BEGIN GIVEN INFORMATION

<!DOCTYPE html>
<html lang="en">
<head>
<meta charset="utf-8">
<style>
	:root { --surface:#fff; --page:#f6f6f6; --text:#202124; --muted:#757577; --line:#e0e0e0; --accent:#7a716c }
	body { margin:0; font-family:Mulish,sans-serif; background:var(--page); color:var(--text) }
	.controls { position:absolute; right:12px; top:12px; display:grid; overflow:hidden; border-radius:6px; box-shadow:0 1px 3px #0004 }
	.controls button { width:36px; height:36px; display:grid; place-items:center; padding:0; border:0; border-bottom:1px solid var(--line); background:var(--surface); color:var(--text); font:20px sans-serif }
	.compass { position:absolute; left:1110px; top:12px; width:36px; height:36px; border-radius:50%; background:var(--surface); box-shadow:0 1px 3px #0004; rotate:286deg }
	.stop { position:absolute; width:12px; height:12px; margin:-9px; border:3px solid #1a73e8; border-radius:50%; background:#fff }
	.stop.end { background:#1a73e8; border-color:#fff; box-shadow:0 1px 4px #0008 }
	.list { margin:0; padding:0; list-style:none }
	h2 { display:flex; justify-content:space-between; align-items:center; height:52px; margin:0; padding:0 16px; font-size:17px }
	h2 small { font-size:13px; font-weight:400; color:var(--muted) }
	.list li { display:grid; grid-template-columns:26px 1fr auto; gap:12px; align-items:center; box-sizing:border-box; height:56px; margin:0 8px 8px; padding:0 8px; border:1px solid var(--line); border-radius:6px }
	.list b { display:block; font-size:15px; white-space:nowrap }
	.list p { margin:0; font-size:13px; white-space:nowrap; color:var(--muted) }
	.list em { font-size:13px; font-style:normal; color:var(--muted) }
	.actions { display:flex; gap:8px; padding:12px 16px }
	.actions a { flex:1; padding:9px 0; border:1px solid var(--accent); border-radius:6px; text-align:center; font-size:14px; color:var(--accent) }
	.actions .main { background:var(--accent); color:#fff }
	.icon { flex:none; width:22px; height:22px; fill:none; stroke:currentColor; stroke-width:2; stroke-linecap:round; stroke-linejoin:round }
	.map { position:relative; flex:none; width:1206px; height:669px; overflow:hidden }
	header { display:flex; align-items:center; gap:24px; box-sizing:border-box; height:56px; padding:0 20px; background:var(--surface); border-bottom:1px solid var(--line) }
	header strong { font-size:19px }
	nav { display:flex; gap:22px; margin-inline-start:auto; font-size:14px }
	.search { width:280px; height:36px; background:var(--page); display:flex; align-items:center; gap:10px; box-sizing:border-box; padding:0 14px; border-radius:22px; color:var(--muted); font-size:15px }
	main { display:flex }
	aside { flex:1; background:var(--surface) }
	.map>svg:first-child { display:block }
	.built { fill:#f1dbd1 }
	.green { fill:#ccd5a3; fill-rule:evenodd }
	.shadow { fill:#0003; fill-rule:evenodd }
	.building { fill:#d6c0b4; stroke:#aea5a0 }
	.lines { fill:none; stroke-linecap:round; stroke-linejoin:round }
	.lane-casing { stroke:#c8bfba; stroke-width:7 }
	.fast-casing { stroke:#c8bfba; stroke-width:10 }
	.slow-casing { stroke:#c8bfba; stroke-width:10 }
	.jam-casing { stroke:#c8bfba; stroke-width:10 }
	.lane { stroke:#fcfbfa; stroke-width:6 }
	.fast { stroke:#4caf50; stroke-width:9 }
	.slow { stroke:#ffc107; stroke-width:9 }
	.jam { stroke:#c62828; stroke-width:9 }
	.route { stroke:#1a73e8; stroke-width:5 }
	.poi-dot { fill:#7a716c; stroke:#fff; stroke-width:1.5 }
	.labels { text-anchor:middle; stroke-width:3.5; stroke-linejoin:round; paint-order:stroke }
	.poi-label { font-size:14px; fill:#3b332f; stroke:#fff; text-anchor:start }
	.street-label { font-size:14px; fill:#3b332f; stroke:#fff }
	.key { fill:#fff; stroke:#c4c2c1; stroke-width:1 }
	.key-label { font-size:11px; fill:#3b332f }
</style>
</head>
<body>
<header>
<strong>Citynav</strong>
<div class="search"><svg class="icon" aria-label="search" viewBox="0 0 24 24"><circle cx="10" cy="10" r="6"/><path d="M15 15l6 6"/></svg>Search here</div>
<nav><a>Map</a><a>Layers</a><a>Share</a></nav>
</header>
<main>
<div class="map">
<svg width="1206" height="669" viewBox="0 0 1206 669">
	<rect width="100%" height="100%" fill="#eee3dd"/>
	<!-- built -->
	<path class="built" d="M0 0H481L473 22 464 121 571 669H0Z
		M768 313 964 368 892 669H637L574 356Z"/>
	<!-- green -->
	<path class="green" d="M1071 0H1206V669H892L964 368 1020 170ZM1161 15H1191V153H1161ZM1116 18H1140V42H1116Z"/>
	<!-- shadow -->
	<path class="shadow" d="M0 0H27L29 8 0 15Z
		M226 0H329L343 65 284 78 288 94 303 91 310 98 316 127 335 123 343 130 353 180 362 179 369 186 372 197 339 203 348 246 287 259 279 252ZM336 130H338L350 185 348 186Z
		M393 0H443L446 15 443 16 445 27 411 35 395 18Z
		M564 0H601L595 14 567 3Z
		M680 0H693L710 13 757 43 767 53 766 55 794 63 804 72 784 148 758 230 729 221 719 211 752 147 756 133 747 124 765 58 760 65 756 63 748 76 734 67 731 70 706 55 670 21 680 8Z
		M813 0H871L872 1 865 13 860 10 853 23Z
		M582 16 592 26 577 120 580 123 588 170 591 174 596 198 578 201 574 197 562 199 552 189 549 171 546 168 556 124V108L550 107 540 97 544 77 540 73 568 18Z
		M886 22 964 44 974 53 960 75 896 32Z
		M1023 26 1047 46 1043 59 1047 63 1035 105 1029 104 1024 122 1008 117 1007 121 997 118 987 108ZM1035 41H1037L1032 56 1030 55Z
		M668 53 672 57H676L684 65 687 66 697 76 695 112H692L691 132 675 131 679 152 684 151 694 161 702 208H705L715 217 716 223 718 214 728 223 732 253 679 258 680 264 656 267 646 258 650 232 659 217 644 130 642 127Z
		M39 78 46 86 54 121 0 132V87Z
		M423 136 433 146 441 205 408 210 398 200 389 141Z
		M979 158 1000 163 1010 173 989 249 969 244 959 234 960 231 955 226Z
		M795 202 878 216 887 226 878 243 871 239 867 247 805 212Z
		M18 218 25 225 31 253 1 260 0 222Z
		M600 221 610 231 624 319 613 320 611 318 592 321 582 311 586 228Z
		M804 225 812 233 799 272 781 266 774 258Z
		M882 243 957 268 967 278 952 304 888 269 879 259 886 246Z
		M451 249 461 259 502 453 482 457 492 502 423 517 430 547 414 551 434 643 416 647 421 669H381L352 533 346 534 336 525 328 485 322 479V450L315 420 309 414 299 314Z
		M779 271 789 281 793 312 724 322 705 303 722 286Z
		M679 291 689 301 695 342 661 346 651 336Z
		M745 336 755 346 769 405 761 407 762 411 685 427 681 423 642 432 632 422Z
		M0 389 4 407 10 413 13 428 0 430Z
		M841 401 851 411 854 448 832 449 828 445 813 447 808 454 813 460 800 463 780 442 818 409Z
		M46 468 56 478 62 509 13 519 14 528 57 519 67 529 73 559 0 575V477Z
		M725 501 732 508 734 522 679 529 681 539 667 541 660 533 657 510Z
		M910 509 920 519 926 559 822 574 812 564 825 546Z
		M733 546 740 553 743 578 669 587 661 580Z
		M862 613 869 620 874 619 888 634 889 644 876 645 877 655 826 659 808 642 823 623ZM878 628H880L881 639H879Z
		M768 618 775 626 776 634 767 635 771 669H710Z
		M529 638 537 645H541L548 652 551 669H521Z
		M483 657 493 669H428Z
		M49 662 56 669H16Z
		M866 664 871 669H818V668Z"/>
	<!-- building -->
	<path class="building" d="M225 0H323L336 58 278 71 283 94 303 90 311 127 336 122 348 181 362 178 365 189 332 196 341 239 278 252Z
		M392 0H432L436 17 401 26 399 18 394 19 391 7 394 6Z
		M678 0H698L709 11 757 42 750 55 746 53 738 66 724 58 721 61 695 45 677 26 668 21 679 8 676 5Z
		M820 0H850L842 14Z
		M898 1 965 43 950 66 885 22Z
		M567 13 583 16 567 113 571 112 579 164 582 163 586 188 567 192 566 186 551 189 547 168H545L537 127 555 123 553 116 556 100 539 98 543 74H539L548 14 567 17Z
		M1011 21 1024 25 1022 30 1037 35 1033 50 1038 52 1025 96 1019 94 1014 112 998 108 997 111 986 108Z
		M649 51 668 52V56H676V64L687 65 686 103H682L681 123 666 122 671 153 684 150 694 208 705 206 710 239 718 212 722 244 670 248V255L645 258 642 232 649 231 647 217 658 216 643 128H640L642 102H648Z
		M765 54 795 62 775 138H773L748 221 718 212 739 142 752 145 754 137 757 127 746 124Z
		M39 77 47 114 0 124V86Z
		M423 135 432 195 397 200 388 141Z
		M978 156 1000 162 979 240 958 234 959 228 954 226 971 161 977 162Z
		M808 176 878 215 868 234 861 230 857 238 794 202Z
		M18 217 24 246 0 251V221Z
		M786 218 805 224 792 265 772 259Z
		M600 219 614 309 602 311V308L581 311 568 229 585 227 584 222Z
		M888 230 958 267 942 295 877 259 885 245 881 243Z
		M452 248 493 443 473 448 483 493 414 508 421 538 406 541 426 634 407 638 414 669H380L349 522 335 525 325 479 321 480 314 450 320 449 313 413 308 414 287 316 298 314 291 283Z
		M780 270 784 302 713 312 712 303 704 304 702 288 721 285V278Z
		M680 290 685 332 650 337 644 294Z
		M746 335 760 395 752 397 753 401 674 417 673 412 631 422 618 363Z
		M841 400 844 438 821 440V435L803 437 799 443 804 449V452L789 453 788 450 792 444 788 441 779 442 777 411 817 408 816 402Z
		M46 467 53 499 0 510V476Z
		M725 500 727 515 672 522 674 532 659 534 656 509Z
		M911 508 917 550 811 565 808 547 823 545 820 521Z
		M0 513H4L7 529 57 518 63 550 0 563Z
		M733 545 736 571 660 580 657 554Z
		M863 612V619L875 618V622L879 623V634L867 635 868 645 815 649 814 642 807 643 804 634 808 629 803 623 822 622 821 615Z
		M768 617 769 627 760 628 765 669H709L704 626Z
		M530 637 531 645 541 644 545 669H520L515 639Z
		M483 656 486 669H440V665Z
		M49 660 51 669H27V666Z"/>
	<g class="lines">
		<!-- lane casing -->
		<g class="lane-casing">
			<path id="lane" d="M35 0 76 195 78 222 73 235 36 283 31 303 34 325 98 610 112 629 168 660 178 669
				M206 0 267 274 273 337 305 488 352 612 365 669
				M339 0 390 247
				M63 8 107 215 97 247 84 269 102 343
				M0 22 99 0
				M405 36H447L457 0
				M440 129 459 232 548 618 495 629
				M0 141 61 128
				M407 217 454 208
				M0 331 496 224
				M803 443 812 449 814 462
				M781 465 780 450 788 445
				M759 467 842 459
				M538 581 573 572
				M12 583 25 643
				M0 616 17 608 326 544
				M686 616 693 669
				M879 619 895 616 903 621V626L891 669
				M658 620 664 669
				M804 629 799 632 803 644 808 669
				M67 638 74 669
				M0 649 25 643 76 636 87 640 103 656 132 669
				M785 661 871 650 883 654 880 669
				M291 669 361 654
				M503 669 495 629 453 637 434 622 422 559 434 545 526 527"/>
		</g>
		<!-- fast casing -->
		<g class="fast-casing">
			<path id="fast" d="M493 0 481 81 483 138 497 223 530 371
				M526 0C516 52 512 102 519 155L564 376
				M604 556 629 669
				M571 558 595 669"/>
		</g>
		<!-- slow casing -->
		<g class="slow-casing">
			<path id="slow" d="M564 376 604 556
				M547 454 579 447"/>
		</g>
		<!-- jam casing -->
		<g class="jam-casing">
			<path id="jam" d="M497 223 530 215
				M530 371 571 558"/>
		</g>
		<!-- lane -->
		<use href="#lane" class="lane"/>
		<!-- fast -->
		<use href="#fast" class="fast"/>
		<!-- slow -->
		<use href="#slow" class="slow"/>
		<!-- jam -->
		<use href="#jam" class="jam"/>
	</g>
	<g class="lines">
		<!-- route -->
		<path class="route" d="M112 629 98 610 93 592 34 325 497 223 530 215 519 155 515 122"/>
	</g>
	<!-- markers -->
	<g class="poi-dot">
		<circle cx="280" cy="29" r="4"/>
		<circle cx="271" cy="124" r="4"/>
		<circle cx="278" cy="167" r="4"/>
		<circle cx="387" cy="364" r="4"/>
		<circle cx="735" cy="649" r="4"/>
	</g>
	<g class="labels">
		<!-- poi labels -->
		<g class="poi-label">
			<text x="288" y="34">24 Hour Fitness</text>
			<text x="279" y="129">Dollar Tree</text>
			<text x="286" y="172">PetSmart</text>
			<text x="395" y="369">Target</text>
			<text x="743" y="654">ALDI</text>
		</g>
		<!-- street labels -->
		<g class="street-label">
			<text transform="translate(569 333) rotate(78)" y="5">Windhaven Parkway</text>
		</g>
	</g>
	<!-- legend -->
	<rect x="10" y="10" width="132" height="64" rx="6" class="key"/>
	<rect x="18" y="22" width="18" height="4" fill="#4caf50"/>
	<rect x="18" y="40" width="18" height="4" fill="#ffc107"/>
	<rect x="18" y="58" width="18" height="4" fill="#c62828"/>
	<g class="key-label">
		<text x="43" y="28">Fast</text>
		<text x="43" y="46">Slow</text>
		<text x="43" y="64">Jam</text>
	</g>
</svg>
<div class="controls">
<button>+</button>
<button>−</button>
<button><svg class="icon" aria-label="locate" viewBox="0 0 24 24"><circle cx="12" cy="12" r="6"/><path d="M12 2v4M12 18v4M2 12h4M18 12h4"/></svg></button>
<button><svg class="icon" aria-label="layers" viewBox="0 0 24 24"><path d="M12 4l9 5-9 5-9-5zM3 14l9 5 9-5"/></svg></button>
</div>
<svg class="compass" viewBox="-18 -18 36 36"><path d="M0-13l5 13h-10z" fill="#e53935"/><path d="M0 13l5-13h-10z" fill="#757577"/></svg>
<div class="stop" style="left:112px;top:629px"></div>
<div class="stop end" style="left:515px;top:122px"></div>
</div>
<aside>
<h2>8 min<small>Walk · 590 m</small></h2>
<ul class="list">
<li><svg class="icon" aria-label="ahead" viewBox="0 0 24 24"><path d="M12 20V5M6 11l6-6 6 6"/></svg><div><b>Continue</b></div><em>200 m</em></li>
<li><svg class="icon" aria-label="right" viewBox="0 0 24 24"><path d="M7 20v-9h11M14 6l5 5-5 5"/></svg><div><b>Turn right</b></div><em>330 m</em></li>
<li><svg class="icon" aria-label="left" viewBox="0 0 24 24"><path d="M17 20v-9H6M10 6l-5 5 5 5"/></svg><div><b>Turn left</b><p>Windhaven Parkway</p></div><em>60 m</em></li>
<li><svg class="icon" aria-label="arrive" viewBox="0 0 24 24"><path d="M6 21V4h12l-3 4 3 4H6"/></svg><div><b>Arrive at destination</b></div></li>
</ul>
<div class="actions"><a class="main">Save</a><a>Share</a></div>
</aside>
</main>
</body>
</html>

END GIVEN INFORMATION

### YOUR INSTRUCTIONS
Using the records above, say how many lines contain the word "body". Write the number alone.

### WRITTEN SOLUTION
3